Date: 2010-07-02 09:28 pm (UTC)
From: [identity profile] fayanora.livejournal.com
If you want bad prose, you can't get any worse than "Atlanta Nights" by Travis Tea. There's an interesting story behind it. The pretty-much-vanity press Publish America was talking smack about science fiction, saying it was crappy literature or somesuch, and a bunch of scifi authors who were pissed at this set out to prove that Publish America can't tell good literature from its ass. They submitted "Atlanta Nights" by fictional author Travis Tea (http://www.travistea.com/) for publication, and Publish America was going to publish it! Until they found out it was a hoax.

Here is a quotes:

" Richard didn't have as sweet a personality as Andrew but then few men did but he was very well-built. He had the shoulders of a water buffalo and the waist of a ferret. He was reddened by his many sporting activities which he managed to keep up within addition to his busy job as a stock broker, and that reminded Irene of safari hunters and virile construction workers which contracted quite sexily to his suit-and-tie demeanor. Irene was considering coming onto him but he was older than Henry was when he died even though he hadn't died of natural causes but he was dead and Richard would die too someday. . . ."
— from Chapter 25 of Atlanta Nights

From Wikipedia:

The distinctive flaws of Atlanta Nights include nonidentical chapters written by two different authors from the same segment of outline (13 and 15), a missing chapter (21), two chapters that are word-for-word identical to each other (4 and 17), two different chapters with the same chapter number (12 and 12), and a chapter "written" by a computer program that generated random text based on patterns found in the previous chapters (34). Characters change gender and race; they die and reappear without explanation. Spelling and grammar are nonstandard and the formatting is inconsistent. The initials of characters who were named in the book spelled out the phrase "PublishAmerica is a vanity press."

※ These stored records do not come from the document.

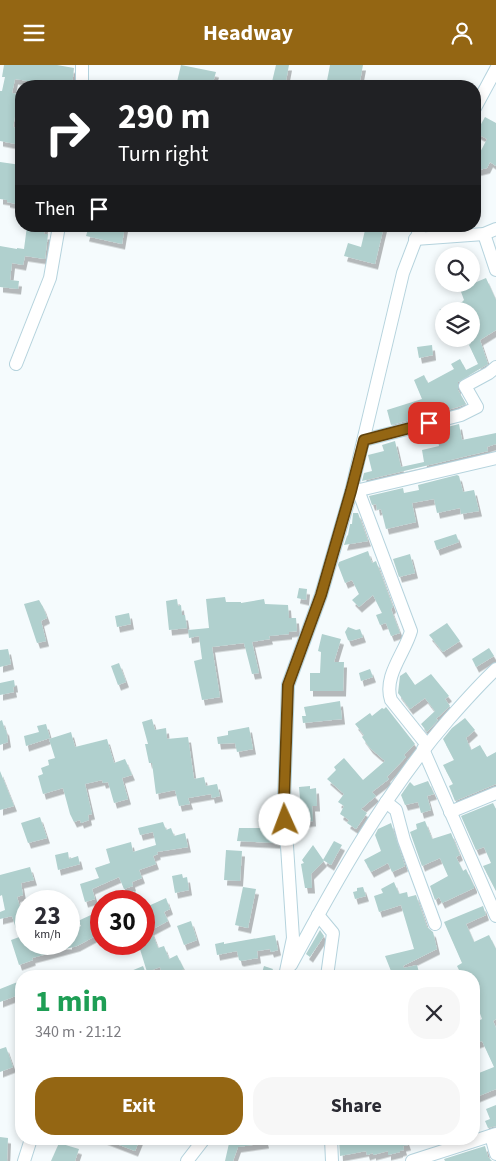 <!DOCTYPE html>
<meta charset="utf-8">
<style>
body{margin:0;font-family:"Source Sans 3",sans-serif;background:#f7f7f7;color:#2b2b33;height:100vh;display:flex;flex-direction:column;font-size:19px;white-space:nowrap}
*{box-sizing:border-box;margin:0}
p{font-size:16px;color:#7c7c81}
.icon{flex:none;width:28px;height:28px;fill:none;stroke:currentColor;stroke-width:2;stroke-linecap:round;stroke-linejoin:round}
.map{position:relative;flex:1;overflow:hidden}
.side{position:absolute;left:15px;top:905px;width:465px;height:175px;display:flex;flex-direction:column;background:#fff;border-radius:20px;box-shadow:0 2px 8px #0003}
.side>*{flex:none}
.guide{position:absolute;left:15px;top:15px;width:466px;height:152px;border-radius:20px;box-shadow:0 2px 8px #0003;background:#202124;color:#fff;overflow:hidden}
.buttons{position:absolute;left:435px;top:182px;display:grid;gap:10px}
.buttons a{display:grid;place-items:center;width:45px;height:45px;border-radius:50%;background:#fff;box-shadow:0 2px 8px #0003;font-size:25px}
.speed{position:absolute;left:15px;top:825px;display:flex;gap:10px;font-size:25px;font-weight:700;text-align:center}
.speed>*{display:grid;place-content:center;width:65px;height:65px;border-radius:50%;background:#fff;box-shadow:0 2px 8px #0003;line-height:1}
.speed small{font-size:12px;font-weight:400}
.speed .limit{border:8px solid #d22;background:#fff;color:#111}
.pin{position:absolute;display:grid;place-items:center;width:42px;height:42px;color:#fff;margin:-21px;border-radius:10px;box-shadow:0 2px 8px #0006}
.me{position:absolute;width:55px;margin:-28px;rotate:358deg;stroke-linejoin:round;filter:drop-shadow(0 0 4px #0008)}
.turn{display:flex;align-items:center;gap:18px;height:105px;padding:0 20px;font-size:22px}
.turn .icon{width:65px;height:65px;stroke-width:2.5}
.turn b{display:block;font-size:35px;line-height:42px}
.then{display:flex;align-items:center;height:48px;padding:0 20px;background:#0003;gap:10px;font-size:19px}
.round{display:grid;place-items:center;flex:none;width:52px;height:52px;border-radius:20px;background:#f7f7f7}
.overview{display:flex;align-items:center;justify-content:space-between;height:85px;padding:0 20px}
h1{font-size:30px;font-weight:700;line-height:38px;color:#1e9e55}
.primary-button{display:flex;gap:10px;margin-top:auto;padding:10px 20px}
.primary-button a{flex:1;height:58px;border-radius:20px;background:#946613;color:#fff;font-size:20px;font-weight:700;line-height:58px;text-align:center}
.primary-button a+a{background:#f7f7f7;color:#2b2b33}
header{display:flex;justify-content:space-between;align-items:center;height:65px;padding:0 20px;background:#946613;color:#fff;font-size:22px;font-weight:700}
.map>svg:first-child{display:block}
.building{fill:#b0d0ce;filter:url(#shadow)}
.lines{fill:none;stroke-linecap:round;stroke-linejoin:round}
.minor-casing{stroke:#b5d3dd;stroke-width:14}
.minor{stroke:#fff;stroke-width:12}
.route-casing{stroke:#60420c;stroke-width:12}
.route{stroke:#946613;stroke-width:9}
</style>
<header><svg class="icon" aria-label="menu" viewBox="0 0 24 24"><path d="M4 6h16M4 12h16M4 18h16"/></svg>Headway<svg class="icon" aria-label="person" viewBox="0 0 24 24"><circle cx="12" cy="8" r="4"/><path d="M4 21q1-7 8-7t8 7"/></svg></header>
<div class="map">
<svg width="496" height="1096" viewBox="0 0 496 1096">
<defs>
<filter id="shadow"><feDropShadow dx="3" dy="5.5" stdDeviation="0" flood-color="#0004"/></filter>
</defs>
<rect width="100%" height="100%" fill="#f5fbfd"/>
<!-- building -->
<g class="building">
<polygon points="4,0 57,0 74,3 72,21 56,21 57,18 42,15 41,18 15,14 12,28 21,30 21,47 16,46 13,62 21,64 21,80 0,76 0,26 2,26 5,12 2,12"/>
<polygon points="181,0 216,7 212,21 176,21"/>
<polygon points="276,0 289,0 285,21 271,21"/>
<polygon points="330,0 363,0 359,21 326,21"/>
<polygon points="485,52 496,58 496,101 490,97 487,103 475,106 475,97 487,74 476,68"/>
<polygon points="0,97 21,100 21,140 7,137 7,135 0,134"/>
<polygon points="27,161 45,161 44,169 48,169 45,194 25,191 23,200 12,198 10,215 19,216 18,224 0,222 0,181 17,184 17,183 24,184"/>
<polygon points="89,161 125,161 122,179 86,171"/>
<polygon points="366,161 384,161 375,199 344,191 348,178 361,182"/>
<polygon points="486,213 496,235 496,265 480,275 488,299 458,317 458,325 466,339 458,342 391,360 387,345 422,334 414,315 424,310 428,318 454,304 451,299 460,294 466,305 478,299 469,280 471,278 471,246 439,245 462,237 464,235 460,224"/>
<polygon points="432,280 433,290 419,293 417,282"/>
<polygon points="459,359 462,375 496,368 496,379 487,382 488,386 362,416 364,408 372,406 368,390 384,386 382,380 395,376 401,402 424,397 422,385 439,381 436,365"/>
<polygon points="457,410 459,411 463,427 474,425 479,446 461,449 460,443 437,448 434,434 412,438 416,457 386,464 381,444 377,445 376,439 372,440 369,431 403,423 404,428 419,425 418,420"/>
<polygon points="353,448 358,448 368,476 344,480 347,471 348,470 350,459 352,459"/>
<polygon points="456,469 459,477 437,485 434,476"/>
<polygon points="368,486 372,498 376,496 393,542 391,544 400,568 391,571 386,558 380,560 376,550 382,548 373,530 359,542 352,535 359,529 352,515 345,518 338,500 339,497"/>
<polygon points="410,489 415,508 399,512 393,494"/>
<polygon points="299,523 307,524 306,535 297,533"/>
<polygon points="225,532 226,537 241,537 241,538 264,534 265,539 288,540 289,553 296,553 297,566 289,567 289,569 269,571 270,574 252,577 259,608 252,609 244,578 212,582 220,632 202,635 194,596 202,594 199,571 189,573 188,565 209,563 206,534"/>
<polygon points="177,534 178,541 181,540 182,550 185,550 187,563 169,565 166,536"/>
<polygon points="39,535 43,542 47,553 41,556 46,576 37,578 24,539"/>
<polygon points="129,548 131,559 117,562 115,551"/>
<polygon points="447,558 460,576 443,587 429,570"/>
<polygon points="348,562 356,565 360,564 363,572 350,576 348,575 345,567"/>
<polygon points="322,569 341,574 334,597 344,597 343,626 310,626 310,608 320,608 321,587 318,586"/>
<polygon points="489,583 494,591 476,602 472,594"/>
<polygon points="8,584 11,599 0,602 0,585"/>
<polygon points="119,598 126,617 118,620 111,601"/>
<polygon points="370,604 373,612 361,616 359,608"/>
<polygon points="406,607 415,620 431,609 449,631 445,634 450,641 436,654 438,655 427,667 421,659 435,646 425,633 410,644 398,628 400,611"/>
<polygon points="14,615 15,622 13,622 14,627 0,630 0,618"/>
<polygon points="340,636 342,654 303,658 302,651 306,651 304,642"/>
<polygon points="386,642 415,679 404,690 406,692 387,712 389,714 372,727 376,731 361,744 367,748 356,764 347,758 349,755 340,749 344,741 338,737 344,729 327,714 336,705 334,702 344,693 363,715 385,696 370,683 362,672 364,670 355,659 370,648 372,651 382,643 384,644"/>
<polygon points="465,653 475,665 466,673 471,685 480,680 487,692 496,687 496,719 455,736 449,721 453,719 443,700 454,695 443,674 452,663"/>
<polygon points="152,654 155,665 166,663 167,674 188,672 194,714 204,712 206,721 217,719 220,731 212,733 211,729 188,733 190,739 179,741 175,725 156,729 152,698 149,698 145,679 148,679 142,657"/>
<polygon points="2,655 5,665 6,664 8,677 0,680 0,656"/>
<polygon points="46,659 50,673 26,681 24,671 39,667 37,661"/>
<polygon points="249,662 253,684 237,687 235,678 218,679 217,672 228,670 228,666"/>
<polygon points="71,667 75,682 107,674 114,698 125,694 132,710 122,713 128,734 114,738 108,717 103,718 102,715 85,719 92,749 88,750 89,755 81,758 80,755 74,757 70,749 63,723 43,729 38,711 43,709 41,703 49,700 48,695 55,693 49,674"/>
<polygon points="0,706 14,741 0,745"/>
<polygon points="428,716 434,729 427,731 431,745 421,748 418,737 405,740 401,730 410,717 414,721"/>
<polygon points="310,721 310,724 316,723 317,741 312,741 313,756 302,757 299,722"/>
<polygon points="493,738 496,744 496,826 483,801 491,798 484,782 476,785 461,751"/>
<polygon points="40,752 47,773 28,778 21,758"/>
<polygon points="425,756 432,774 451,768 460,790 456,792 463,806 466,804 474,821 474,823 442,838 439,832 435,835 430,821 448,811 440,793 422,801 410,767 417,764 416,759"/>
<polygon points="163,757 166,765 171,763 174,771 185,768 188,782 157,787 158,789 153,791 156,799 139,805 142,813 132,817 133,821 124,824 119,812 92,824 95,834 85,837 80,819 99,813 95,803 110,798 106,784 131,777 133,787 156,780 153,767 140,770 138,763"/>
<polygon points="391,758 405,801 392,807 388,798 371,807 364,795 381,786 375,770 378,764"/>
<polygon points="239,763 277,763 277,778 237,776"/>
<polygon points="334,776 342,780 331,800 323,795"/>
<polygon points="313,780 324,796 311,809 312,823 305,823 301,799 304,798 302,795"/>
<polygon points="226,785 242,786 240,816 224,815"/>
<polygon points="68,787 69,794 78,791 80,799 58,805 55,790"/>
<polygon points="30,802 34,815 21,818 23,830 17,832 26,862 16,864 12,851 0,854 0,847 5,845 2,830 0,831 0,810"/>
<polygon points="182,809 183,813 187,812 189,825 175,828 172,811"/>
<polygon points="394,817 399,829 407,827 408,832 416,830 427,862 433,867 437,884 403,901 404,903 417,900 420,911 393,911 385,891 414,884 401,840 379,847 374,831 383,828 381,824"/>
<polygon points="243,822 256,824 248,863 235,860"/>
<polygon points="363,822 366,831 355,834 353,827 357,826 357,823"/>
<polygon points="135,826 138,834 131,836 116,836"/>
<polygon points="166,833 170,844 164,847 168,856 151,865 158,883 164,881 169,894 177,890 184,904 167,911 163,911 160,902 147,907 139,881 144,880 144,843"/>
<polygon points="483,841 486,850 466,859 474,877 489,870 496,884 496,954 493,956 496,963 496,1024 474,1033 474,1010 494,1002 482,976 474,979 474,958 482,954 474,932 474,911 462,911 457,901 462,898 444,857"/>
<polygon points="93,849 101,864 101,868 77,881 32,893 33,895 19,900 11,875 25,870 30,886 57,879 69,879 69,872 72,871 70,866 81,861 78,856"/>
<polygon points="191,856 197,875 184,880 177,861"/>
<polygon points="320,865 324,871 310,892 306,889"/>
<polygon points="275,870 278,885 271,887 270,884 257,886 258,893 241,896 239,895 237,886 217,890 215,879 224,877 224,879"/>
<polygon points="143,901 147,911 119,911"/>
<polygon points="264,901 273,904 270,911 261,911"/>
<polygon points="20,916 21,929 0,937 0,924"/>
<polygon points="6,982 13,1002 0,1007 0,984"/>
<polygon points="496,1040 496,1061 488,1063 485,1056 490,1054 486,1044"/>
<polygon points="0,1072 8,1073 7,1096 0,1096"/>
<polygon points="104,1074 140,1074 135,1086"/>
<polygon points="230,1074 265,1074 266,1078 238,1082 233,1096 225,1096"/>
<polygon points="339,1074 406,1074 408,1080 403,1081 404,1085 400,1086 400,1087 388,1090 388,1086 373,1090 373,1088 367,1090 366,1086 340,1091"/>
<polygon points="59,1078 79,1084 75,1096 51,1096"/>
<polygon points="485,1081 488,1092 492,1096 445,1096 444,1094"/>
</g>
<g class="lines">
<defs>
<g id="minor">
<polyline points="82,21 82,0"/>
<polyline points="475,43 496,4"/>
<polyline points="484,169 496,205"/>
<polyline points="415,174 484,169 496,164"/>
<polyline points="16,299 50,213 59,161"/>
<polyline points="364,375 461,350 477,342 465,321 489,308 496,302"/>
<path d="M358,425L411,566C405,588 383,611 391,635L427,680"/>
<polyline points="351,427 496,393"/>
<polyline points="423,684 496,851"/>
<polyline points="386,737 396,745 404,775 435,859"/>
<polyline points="450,747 496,728"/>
<polyline points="318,850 333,868 327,911"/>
<path d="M291,900C337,814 385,728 449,654C464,637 479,620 496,604"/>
<polyline points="285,911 293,873 284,735 288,620 321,530 351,427 403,208 421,161"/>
<polyline points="491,1071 496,1089"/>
<polyline points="331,1074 332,1096"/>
<polyline points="24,1096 31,1074"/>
<polyline points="187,1096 204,1074"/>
<polyline points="412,1096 496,1069"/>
</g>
</defs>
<!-- minor casing -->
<use href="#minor" class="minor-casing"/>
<!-- minor -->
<use href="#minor" class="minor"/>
</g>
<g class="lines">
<defs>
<polyline id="route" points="285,755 284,735 288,620 321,530 351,426 364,375 429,358"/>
</defs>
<!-- route casing -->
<use href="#route" class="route-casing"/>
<!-- route -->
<use href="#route" class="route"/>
</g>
</svg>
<div class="buttons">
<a><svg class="icon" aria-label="search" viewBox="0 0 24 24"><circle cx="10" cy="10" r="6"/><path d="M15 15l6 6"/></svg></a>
<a><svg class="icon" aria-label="layers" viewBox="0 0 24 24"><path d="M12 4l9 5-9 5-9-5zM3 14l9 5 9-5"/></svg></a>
</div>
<div class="speed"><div>23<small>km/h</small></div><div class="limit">30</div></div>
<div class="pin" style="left:429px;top:358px;background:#d93025"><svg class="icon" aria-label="arrive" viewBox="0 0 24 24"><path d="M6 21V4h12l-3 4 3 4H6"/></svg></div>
<svg class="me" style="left:285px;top:755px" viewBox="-20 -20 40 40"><circle r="19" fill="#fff"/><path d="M0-13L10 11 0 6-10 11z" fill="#946613"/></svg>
<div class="guide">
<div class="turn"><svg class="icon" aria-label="right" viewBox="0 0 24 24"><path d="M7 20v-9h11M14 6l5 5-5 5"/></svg><div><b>290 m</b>Turn right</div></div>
<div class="then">Then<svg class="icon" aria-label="arrive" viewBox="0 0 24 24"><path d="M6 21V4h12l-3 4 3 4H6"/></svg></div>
</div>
<section class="side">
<div class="overview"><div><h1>1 min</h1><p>340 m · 21:12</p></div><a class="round"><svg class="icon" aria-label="close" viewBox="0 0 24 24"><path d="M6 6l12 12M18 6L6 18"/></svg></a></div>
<div class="primary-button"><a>Exit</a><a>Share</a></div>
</section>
</div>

http://en.wikipedia.org/wiki/Atlanta_Nights

(no subject)

Date: 2010-07-02 10:33 pm (UTC)
From: [identity profile] alverant.livejournal.com
Thought so. Thanks.

Are they TRYING to be bad or is it like the Razzies when the candidates actually tried to do a good job but had an "epic fail" instead?

(no subject)

Date: 2010-07-02 11:35 pm (UTC)
From: [identity profile] ladymer.livejournal.com
Oh, it's on purpose all right. The goal is to write the worst possible first sentence to an imaginary novel. And if you win you get a PITTANCE!

(no subject)

Date: 2010-07-04 12:06 pm (UTC)
jenrose: (FilkerKazoo)
From: [personal profile] jenrose
Oh, me too, me too!

(no subject)

Date: 2010-07-04 12:07 pm (UTC)
jenrose: (swiftlytilting)
From: [personal profile] jenrose
And that's the first line of one of my favorite books...lol!